The show at the National Roman Museum brings together more than 100 artworks that adorned private and public buildings in Pompeii, Herculaneum and other towns near Naples that were destroyed by the eruption in A.D. 79.
Many of the works have not been seen for as long as a decade while they sat in storage at the Archaeological Museum in Naples, which has been undergoing yearslong renovations, officials said.
The frescoes themselves have had lengthy restorations to revive colors and figures that, in some cases, had almost completely faded, said Maria Luisa Nava, archaeological superintendent in the southern Italian city.
The eruption of Mount Vesuvius killed thousands but preserved the Roman settlements under layers of volcanic ash, providing modern scholars with precious information on domestic life in the ancient world.

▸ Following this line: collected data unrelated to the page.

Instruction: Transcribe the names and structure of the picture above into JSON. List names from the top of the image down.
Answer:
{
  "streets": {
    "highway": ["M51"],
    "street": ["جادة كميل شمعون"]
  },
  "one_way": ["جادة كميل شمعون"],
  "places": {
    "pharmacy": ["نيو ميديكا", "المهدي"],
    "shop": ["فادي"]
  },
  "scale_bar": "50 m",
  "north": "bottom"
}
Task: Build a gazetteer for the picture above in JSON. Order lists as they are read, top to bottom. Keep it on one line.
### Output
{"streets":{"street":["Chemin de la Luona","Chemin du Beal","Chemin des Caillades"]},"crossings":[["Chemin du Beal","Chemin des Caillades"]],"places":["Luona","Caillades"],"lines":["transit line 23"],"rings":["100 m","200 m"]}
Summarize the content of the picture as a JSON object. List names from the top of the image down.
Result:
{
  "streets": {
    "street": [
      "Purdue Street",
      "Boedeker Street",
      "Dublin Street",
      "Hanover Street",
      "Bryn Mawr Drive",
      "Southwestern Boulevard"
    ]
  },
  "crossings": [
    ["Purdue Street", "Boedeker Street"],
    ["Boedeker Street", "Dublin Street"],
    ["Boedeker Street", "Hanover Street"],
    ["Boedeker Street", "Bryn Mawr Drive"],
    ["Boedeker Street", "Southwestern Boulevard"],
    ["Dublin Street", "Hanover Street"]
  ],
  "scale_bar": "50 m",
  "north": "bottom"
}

Early archaeologists who began excavating Pompeii in the 18th century were struck by the art decorating entire rooms in the richest of the Roman homes. The signature bright red used in much Roman painting was so vivid among the ruins of Pompeii that the particular hue was named after the city.
"Pompeii Red" is also the title of the exhibition, held among the statues and artifacts permanently displayed in the Roman museum.
On display is art ranging from the mythical to the mundane, from Theseus standing triumphant over the body of the Minotaur to still lifes showing what could be found in the pantry of a wealthy Roman kitchen. Delicacies on the menu included dried fruits, mushrooms and moray eels.
King Charles of Bourbon, the 18th-century monarch of Naples, began removing the frescoes from the archaeological sites to protect them from looters.
A few more recent discoveries are also included in the exhibition. These include an entire room from a Pompeii home decorated with garden motifs as well frescoes of deities on a red background from an ancient hotel found in 2000 during construction of a highway near the site.
The show runs through March 20 and admission costs $14. The exhibition also offers a lab where children can learn fresco techniques and make their own Roman artwork.